It was initially a forlorn hope as Manitoba Atorney-General Henry J. Clarke announced the defendants had to be held in jail to ensure they were available for trial. Clarke believed the men would flee Manitoba for Minnesota if they were granted bail.

In addition, Macdonald refused to recognize the American argument that it was a question of exercising a “common law” right to seize Gordon using a U.S. warrant. The prime minister said he would only act under the extradition laws between the two countries. Actually, it was a British law “relating to the extradition of criminals” that was specific in the circumstances of issuing and honouring a warrant for arrest and made it extremely difficult to bring fugitives residing in Britain “or Her Majesty’s dominions” charged with a crime in the U.S. to justice in that country (Britain then technically oversaw Canada’s foreign policy, but seldom interfered when Canada interacted with other nations unless there was perceived to be a direct challenge to what was considered to be Britain’s national interests). There were then only seven categories of crimes that allowed for the extradition of an offender to the U.S., and none applied to Gordon. The Chicago Tribune of September 29, 1873, pointed out that “swindlers” were exempt from extradition under the British law.

The terms of the law outlined how a Dominion government proceeded with an extradition, so Macdonald advised Morris not to deal with Minnesota Governor Austin, as communication regarding the case should only be between Ottawa and Washington. 

Taylor then went to the press and outlined the details of the American warrant in order to solicit public sympathy for the prisoners.

Attorney-General Clarke told reporters that Taylor’s actions were an attack on Canadian justice, contempt of court and entirely improper. He then telegraphed the Canadian minister of justice to pressure Washington to recall Taylor.

Our People Should Make Ready, read an August 1 headline in the St. Paul Pioneer, which denounced Canadian authorities as corrupt and declared that American officials should not bar the Fenians from again attacking Manitoba. Just two years earlier, Manitobans were sent into a panic by Fenian invaders who had been stopped from entering the province by the intervention of the U.S. Cavalry. That another Fenian raid  wouldn’t be curtailed through American intervention at the border was a serious threat that couldn’t be taken lightly. 
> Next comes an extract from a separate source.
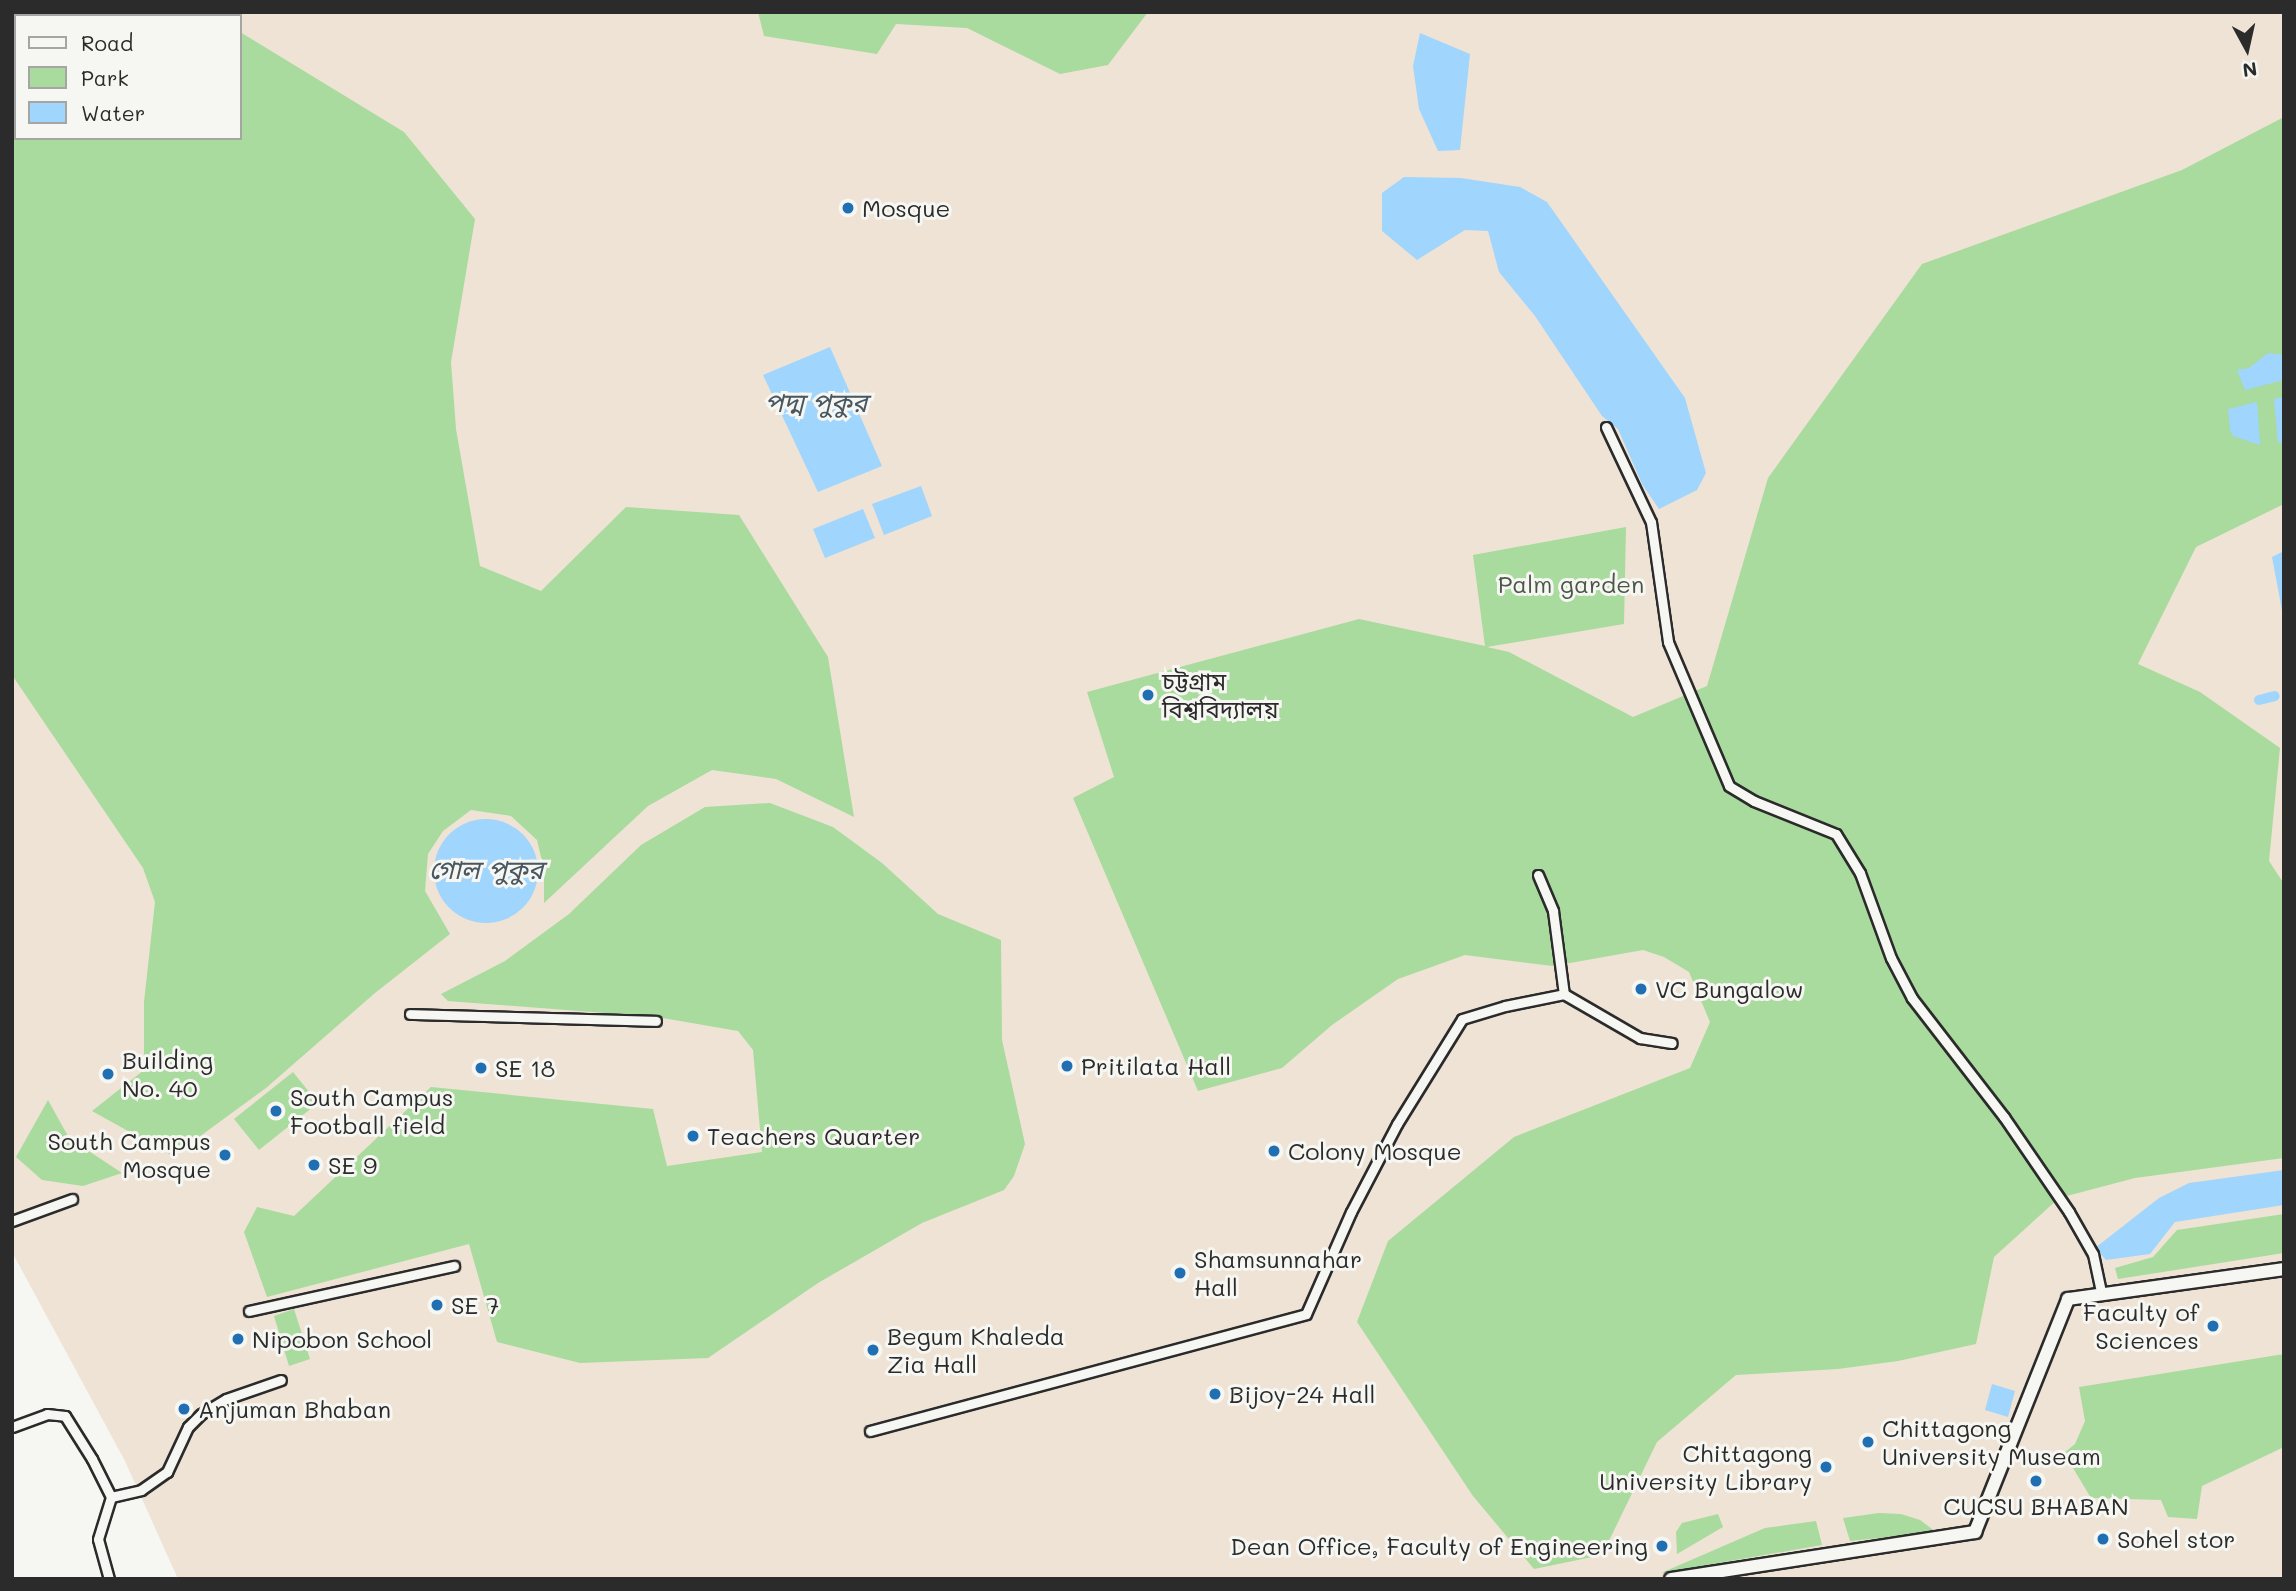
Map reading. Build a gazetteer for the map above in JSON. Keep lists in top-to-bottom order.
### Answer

Minnesota newspapers also called for raising a militia to ride north and rescue the Americans held in the Manitoba jail. 

In an August 16, 1873, editorial, the Manitoba Free Press said the “Minnesota press ... seem to have thrown aside all notions of propriety, and common sense (when writing about the Americans arrested for kidnapping). This is the way the case stands: (Loren) Fletcher et al have, in the eyes of Manitoba’s people, committed a grave crime, and no amount of twaddle about common law, and all that, will convince them to the contrary.”

The Free Press said the threat of sending “a horde of ruffians” to Manitoba “does little to advance the cause of the kidnappers or ensure they receive a lenient sentence.”

The Winnipeg newspaper cautioned the press across the border not to “blame the good people of Manitoba for the actions of a man who has been thrust upon them ... don’t accuse us of making a hero of a man who is a fugitive from justice ...”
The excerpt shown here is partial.